→ Exercise
Each line with the string "body" is to be copied from the records below.

→ Data to examine
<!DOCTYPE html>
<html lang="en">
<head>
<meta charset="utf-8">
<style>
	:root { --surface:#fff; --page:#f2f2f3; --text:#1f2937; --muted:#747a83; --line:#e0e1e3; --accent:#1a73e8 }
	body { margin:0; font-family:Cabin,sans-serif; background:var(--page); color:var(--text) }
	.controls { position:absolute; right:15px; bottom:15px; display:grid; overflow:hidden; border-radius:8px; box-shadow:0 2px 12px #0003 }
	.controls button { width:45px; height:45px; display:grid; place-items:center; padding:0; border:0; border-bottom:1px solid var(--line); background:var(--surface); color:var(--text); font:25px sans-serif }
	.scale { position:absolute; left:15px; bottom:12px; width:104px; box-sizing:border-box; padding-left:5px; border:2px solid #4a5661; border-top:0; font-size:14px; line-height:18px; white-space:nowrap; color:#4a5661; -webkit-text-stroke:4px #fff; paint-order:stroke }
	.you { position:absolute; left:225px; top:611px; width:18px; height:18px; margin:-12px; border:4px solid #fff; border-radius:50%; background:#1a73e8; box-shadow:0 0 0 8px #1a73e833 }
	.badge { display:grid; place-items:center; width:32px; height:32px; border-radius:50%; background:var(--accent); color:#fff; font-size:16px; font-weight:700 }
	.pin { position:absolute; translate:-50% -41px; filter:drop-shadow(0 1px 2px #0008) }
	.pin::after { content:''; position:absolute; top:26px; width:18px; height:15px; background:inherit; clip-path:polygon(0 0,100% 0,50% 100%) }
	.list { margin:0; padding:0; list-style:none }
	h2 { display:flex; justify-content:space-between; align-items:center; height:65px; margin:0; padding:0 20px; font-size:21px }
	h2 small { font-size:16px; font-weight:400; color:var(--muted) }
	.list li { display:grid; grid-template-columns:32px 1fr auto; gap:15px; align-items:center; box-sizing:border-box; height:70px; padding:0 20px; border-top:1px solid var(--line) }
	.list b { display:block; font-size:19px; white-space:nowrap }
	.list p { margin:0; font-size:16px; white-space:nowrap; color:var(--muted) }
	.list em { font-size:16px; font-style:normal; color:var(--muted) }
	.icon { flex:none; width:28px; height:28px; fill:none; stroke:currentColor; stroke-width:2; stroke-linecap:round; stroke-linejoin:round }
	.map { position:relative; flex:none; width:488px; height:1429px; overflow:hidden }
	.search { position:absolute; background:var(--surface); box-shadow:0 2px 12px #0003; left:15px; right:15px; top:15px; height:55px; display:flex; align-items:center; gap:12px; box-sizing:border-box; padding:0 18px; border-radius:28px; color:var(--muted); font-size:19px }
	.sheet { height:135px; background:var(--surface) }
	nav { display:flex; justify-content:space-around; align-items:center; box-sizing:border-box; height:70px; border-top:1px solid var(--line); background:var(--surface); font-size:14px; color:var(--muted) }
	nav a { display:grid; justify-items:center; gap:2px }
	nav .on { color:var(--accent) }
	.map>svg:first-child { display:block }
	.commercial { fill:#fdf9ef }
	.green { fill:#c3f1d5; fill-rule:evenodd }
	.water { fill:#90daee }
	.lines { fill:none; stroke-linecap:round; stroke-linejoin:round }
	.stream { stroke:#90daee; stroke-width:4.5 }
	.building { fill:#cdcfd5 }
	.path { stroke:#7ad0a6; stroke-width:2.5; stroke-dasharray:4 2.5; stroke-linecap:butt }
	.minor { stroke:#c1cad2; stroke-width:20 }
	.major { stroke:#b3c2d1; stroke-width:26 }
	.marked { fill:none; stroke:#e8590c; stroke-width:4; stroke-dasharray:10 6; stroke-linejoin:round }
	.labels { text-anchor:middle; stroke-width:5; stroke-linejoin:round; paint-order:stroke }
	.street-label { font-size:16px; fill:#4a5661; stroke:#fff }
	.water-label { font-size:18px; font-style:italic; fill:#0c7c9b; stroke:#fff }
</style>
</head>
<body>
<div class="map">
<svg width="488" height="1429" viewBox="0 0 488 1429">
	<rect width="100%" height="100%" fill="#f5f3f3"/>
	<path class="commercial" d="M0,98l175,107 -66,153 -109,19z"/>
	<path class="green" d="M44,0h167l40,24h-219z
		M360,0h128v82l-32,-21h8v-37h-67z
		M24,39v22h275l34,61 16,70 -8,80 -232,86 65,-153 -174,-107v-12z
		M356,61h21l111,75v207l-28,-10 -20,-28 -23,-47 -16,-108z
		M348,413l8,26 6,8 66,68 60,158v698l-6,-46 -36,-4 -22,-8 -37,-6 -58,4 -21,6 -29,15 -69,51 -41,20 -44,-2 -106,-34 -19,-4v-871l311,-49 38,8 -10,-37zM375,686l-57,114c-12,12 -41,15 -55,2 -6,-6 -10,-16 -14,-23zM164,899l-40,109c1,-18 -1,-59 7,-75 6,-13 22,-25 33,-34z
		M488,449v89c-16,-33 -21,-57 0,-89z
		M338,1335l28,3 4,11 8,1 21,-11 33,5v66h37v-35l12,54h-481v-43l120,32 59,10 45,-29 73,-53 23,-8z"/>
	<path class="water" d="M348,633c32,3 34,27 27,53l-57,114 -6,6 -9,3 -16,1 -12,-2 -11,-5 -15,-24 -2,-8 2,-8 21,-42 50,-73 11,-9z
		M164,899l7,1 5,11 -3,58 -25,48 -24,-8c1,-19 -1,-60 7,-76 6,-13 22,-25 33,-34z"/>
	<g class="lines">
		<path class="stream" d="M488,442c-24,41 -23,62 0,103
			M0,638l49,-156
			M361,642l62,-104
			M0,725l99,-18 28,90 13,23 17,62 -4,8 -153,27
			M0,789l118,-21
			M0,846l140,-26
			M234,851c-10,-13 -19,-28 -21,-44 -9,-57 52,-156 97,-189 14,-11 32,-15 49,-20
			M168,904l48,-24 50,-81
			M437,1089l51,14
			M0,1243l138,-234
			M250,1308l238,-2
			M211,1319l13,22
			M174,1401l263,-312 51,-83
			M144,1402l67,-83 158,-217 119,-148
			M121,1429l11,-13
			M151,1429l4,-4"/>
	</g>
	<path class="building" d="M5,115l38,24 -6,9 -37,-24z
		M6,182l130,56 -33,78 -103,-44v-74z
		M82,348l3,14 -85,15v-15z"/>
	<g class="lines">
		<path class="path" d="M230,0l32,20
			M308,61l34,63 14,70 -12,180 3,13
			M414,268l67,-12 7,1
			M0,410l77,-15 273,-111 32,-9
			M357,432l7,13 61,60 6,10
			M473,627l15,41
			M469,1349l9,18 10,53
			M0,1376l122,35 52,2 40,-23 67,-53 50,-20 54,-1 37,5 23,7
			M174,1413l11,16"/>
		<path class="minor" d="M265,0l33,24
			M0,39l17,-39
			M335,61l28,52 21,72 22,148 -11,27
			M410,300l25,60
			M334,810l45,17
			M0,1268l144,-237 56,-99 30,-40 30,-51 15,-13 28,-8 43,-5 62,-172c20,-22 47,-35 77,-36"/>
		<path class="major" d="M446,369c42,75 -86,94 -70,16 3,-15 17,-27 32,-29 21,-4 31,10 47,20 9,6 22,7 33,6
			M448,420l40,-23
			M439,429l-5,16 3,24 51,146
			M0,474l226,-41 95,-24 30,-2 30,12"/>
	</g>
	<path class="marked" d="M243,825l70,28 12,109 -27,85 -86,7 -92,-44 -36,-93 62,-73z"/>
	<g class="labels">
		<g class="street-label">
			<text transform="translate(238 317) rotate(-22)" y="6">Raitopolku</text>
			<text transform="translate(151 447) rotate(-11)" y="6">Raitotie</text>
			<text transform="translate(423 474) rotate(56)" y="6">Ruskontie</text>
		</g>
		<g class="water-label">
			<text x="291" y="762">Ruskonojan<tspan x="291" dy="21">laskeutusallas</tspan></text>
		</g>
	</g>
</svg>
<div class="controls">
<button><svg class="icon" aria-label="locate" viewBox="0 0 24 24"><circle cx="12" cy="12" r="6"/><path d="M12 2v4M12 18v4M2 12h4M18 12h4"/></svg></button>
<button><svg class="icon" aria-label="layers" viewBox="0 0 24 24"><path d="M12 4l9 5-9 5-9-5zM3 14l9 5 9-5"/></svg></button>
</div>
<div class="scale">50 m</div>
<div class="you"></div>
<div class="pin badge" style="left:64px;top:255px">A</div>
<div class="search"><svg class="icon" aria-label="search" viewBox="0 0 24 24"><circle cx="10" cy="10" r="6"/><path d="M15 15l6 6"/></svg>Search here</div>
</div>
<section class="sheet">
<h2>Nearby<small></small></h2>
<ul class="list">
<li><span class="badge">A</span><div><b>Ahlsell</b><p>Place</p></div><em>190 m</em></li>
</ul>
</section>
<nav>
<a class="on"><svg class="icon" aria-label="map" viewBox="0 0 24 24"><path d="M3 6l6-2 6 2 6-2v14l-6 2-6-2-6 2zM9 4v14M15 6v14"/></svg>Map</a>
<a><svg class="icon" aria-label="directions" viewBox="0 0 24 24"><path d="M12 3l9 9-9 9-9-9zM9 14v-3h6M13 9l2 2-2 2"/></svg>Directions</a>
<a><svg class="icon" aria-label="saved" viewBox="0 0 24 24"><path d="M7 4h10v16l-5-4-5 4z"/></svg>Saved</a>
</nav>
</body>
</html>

→ Your response
	body { margin:0; font-family:Cabin,sans-serif; background:var(--page); color:var(--text) }
<body>
</body>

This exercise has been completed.